BYU earns a #6 seed and will face UCLA or Michigan State in NCAA Tournament


Cougars will play in the Big Dance for the first time since 2015

BYU forward Matt Haarms (3) and Pepperdine forward Kessler Edwards reach for the ball at the tippoff of an NCAA semifinal college basketball game at the West Coast Conference tournament Monday, March 8, 2021, in Las Vegas. (AP Photo/David Becker)

PROVO, Utah (ABC4 Sports) – The BYU basketball team earned the respect of the NCAA Tournament Committee, getting a 6-seed in the NCAA Tournament.

The Cougars (20-6) will face the winner of the play-in game between UCLA (17-9) and Michigan State (15-12) on Saturday. Tip-off is set for 7:40 p.m. MT at Hinkle Fieldhouse in Indianapolis.

“I’m super excited to make it to the tournament,” said center Matt Haarms. “This team has worked so hard to earn this. It’s not something that every team gets.”

“I got a lot of energy flowing through me right now,” added senior guard Matt Barcello. “I feel like I got a new pair of legs right now. Just so excited for this opportunity. I think we’re going to shock a lot of people and I know we’re going to be ready to play.”

BYU would have ended a five-year NCAA Tournament drought last year had it not been canceled. But the Cougars will enter the Big Dance with its highest seed since 2011, when they were a 3-seed led by Jimmer Fredette.

There will be 11 days between games for the Cougars, who lost in the West Coast Conference semifinals to #1 Gonzaga on Tuesday.

But the Cougars have dealt with long layoffs this season. They went ten days between games in February, and came out and beat Pacific by 28.

BYU can finally put the disappointment from having the tournament canceled last year to rest.

“Because of what happened last year, we just have this incredible sense of urgency to stay healthy and to play well,” head coach Mark Pope said. “I think we have an unbelievable amount of gratitude for the opportunity that we have to do it. If you are going to play in the NCAA Tournament, you probably want to have Michigan State and UCLA right there. So, we’re incredibly excited.”

While the Cougars will be favored to move on to the second round against either Texas or Abilene Christian, they cannot look past either UCLA or Michigan State.

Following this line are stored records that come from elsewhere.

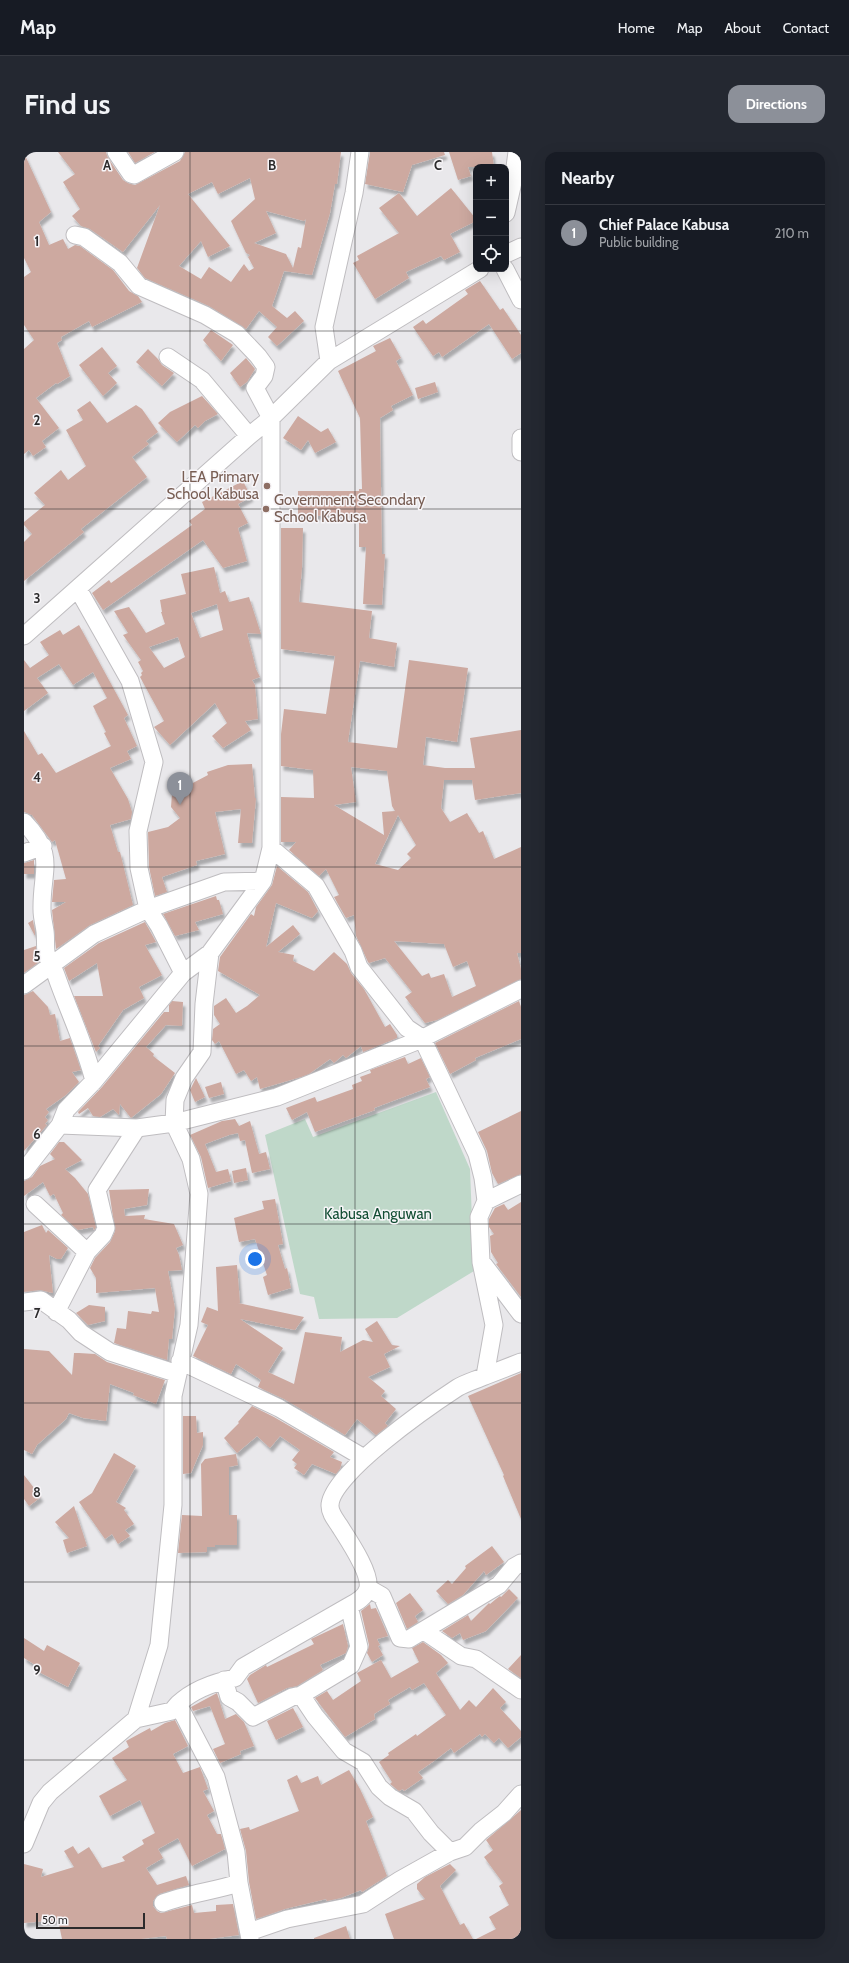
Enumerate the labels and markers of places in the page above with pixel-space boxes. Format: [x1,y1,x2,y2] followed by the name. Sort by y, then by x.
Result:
[167,468,260,503] place label: LEA Primary School Kabusa
[262,481,272,491] marker: LEA Primary School Kabusa
[274,491,426,526] place label: Government Secondary School Kabusa
[261,504,271,514] marker: Government Secondary School Kabusa
[167,772,193,805] pin: 1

“We cannot look past this matchup,” Haarms said. “It doesn’t matter that we’re the six and we’re going to play an 11 and we’re supposed to win. We cannot look past that. The ultimate goal of this team right now is make the second round. It shouldn’t be get to the Sweet 16, it shouldn’t be it to the Elite 8, it shouldn’t be to win a national championship. That’s all fun and games before the tournament starts. But now our ultimate goal and the only thing we should be thinking about is making the second round.”

If BYU makes it to the Sweet 16, the bracket schedule would have be re-arranged. As the bracket is constructed now, it would position the Cougars to play a Sweet 16 game on March 28, a Sunday, which violates BYU’s policy of playing on Sundays.

The NCAA has announced a contingency plan, however, that would swap the East and Midwest regions’ playing dates if the Cougars win two games and make the Sweet 16, which the team last reached in 2011.

The move would mean the East teams, currently scheduled to play their Sweet 16 and Elite Eight games on March 28 and March 30, a Sunday and a Tuesday, would swap with the Midwest Region, which has games scheduled for March 27 and March 29, Saturday and Monday. If BYU reaches the Sweet 16, the East’s games would move to those dates to accommodate the Cougars — a move that would reduce the region’s days of rest between games to four — and the Midwest would play the Sunday-Tuesday stretch, allowing those teams to gain an additional day of rest between games (six).

“That contingency will only be utilized in the event that BYU were to advance to the Sweet 16,” Dan Gavitt, the NCAA’s men’s basketball vice president, said on “If they do not, then there would be no change to dates for any teams for regionals.”

The other two regions would not be affected by BYU’s advancement to the Sweet 16.